Champion’s career with Airbus began when it was Airbus Industrie, in 1979, when in his words, it was unglamorous and lesser regarded part of the French aerospace industry that was dominated in public and political perceptions by the success of the Anglo-French Concorde partnership.

He reminds the table that nothing can happen unless the world agrees on how and what should happen, and that the transition has to be one in which the benefits of new ways of navigating clouds of airliners in free flight between airports with electro-magnetically assisted take-offs and landings isn’t totally negated by their need to coexist with aircraft pursuing the older ways of doing things in the distant past, which is the past which is our present.

This vision, previously reported here, means that airframes could be built with less powerful engines in terms of airframe mass today, and even, in theory, without traditional undercarriages.

But Champion acknowledges the problem of alternate airports, and says he put the case to his team of ‘futurists’ that aircraft designed for catapult style takeoffs and captures (but more gently than on aircraft carriers) should retain an undercarriage for such emergencies and to cover the considerable period of time in which our conventional airliners and those of 2050 or beyond share the market and the skies.
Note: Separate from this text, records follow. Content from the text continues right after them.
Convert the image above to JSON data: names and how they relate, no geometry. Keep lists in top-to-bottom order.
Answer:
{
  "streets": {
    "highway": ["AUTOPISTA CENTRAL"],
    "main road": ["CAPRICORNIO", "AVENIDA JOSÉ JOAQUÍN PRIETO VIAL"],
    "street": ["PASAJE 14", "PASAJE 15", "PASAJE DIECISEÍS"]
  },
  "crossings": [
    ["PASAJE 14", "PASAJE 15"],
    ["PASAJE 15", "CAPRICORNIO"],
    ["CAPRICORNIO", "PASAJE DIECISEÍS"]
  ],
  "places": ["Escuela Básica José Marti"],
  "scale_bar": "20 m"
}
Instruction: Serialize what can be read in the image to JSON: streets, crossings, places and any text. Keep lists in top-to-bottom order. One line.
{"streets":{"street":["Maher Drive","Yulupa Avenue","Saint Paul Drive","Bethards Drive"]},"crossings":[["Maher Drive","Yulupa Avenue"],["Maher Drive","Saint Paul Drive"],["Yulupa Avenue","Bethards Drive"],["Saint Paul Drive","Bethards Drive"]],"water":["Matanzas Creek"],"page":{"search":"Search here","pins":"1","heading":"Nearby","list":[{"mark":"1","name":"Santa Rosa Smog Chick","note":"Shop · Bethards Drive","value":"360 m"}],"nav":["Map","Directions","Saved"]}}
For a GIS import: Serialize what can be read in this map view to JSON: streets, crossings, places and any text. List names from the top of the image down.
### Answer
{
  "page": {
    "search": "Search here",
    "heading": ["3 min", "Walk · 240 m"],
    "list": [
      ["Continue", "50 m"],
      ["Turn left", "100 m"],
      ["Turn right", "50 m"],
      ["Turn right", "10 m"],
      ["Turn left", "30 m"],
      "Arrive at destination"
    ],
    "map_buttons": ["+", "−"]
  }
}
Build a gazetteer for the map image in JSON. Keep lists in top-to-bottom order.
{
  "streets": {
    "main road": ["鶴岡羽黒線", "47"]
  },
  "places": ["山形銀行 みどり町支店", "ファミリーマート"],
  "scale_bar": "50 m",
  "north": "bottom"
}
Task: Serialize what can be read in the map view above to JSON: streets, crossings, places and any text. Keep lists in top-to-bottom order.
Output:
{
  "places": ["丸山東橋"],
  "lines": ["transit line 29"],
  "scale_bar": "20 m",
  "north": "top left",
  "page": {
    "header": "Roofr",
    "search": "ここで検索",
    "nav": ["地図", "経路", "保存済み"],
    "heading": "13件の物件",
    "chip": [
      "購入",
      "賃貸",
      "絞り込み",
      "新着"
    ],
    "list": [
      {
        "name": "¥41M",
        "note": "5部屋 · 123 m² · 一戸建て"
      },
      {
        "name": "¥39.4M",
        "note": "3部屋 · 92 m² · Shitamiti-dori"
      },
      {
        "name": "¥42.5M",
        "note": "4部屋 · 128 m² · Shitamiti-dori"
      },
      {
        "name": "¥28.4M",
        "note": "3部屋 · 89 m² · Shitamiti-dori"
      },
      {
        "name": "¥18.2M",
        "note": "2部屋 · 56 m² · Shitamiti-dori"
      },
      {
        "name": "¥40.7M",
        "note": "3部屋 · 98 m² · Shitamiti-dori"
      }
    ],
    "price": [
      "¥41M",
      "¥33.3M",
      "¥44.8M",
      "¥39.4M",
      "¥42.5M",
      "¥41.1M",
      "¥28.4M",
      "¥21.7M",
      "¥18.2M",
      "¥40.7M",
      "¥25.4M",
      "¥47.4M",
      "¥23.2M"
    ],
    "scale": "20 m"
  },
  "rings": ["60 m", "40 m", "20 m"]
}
He says the team numbers around 30 mainly young engineers (who will be alive when this particular future arrives) who have minimum budgets but maximum incentive to help make the much more efficient future a reality.

“Our engineers are continuously encouraged to think widely and come up with ‘disruptive’ ideas which will assist our industry in meeting the 2050 targets we have signed up for it low emissions targets and other environmental goals.

“These will only be met,” he says” by a combination of smarter aircraft design and optimising the built environment in which the aircraft operate.”

He mentions the benefits a system of electric tugs can bring much sooner than 2050 in moving aircraft around airports into position to takeoff or to the terminals after landings in what is today a very time and fuel consuming process in which one or more engines may be kept running, and the actual speed of the taxi has to be managed to keep the wheel assemblies from overheating.

Using a Paris CDG to Frankfurt stage as a general guide, he says a conservative estimate of net benefit in fuel savings, and the intangibles of noise and emissions reductions, of a 13% flight stage saving is a reasonable outcome.

However talk to Qantas or Virgin Australia about saving 13% on fuel burned inefficiently in taxying around Sydney and Melbourne airports and they would be ecstatic. It would boost their short terms goals for profitability by tens of millions of dollars.

The scheduled block times for the 707 kilometres flight (give or take a bit) today are 90 minutes, compared to 80 minutes in the much slower Vickers Viscounts and DC-6Bs of the 50s. Sure, those flight times are padded to look good on the on-time-performance league tables but they still contain a huge amount of waste dictated by congestion, and taxi distances, all with at least one engine being used to nudge an 800 kmh jet around an airport at 5 kmh including periods at complete rest.

On the ground at the airport of the future: Airbus graphic

Champion argues that much of what seems risky, or daring today, such as catapult style take-offs, doesn’t take into account the constant improvements in engine reliability or the benefits of re-thinking how future travellers will use airliners or airports.

Count most of us at the table this afternoon as converts. Champion isn’t just talking about air travel. He is talking about the imperatives of cities where smart buildings, like green airport terminals, generate all their power from stored renewables, and the equations will work because what might for example only be less than 10% efficiency in thermal retention, or solar energy capture, or the surge of tides on the margins of a future airport, may be double or treble as effective in half a life time from now.

These are worthy, vital, and some might argue, desperately essential causes, that will take a lot of time to make real, starting from today.